* WORK TO BE COMPLETED:
Produce a verbatim copy of the following records, leaving out all pictures.

-- Opening Marker --

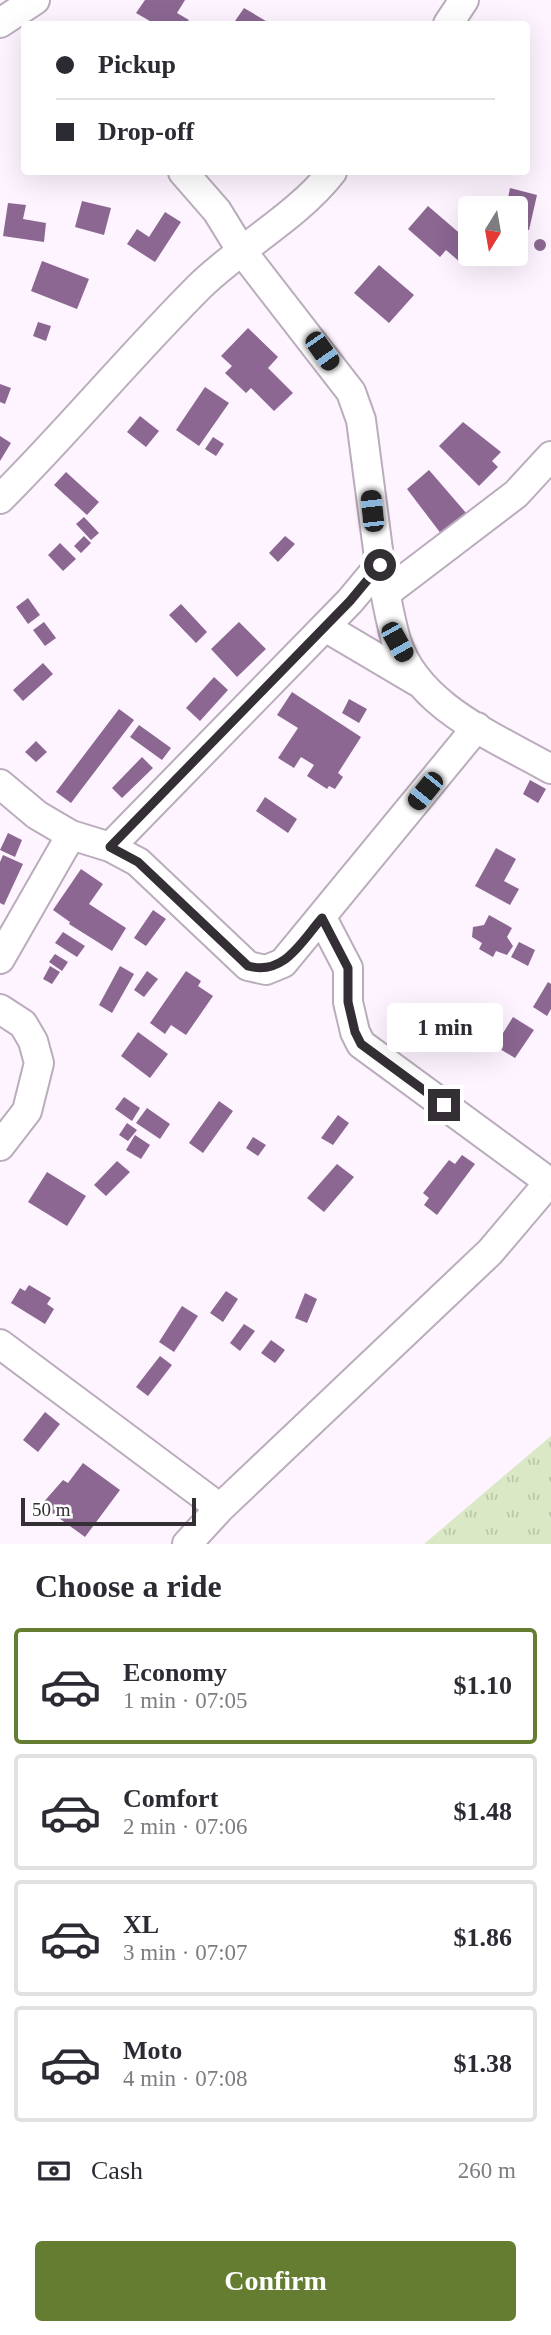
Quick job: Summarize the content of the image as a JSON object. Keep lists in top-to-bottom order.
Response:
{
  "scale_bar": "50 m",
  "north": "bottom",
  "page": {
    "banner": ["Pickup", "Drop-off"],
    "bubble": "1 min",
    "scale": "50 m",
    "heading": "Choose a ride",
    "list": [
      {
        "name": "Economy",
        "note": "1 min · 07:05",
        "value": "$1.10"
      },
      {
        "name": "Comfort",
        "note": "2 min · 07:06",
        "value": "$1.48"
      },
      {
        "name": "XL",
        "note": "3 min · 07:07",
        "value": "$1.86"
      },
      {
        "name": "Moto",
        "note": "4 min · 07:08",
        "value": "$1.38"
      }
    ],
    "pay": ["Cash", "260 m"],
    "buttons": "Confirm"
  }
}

-- Closing Marker --

* EXERCISE SOLUTION:
Quick job: Summarize the content of the image as a JSON object. Keep lists in top-to-bottom order.
Response:
{
  "scale_bar": "50 m",
  "north": "bottom",
  "page": {
    "banner": ["Pickup", "Drop-off"],
    "bubble": "1 min",
    "scale": "50 m",
    "heading": "Choose a ride",
    "list": [
      {
        "name": "Economy",
        "note": "1 min · 07:05",
        "value": "$1.10"
      },
      {
        "name": "Comfort",
        "note": "2 min · 07:06",
        "value": "$1.48"
      },
      {
        "name": "XL",
        "note": "3 min · 07:07",
        "value": "$1.86"
      },
      {
        "name": "Moto",
        "note": "4 min · 07:08",
        "value": "$1.38"
      }
    ],
    "pay": ["Cash", "260 m"],
    "buttons": "Confirm"
  }
}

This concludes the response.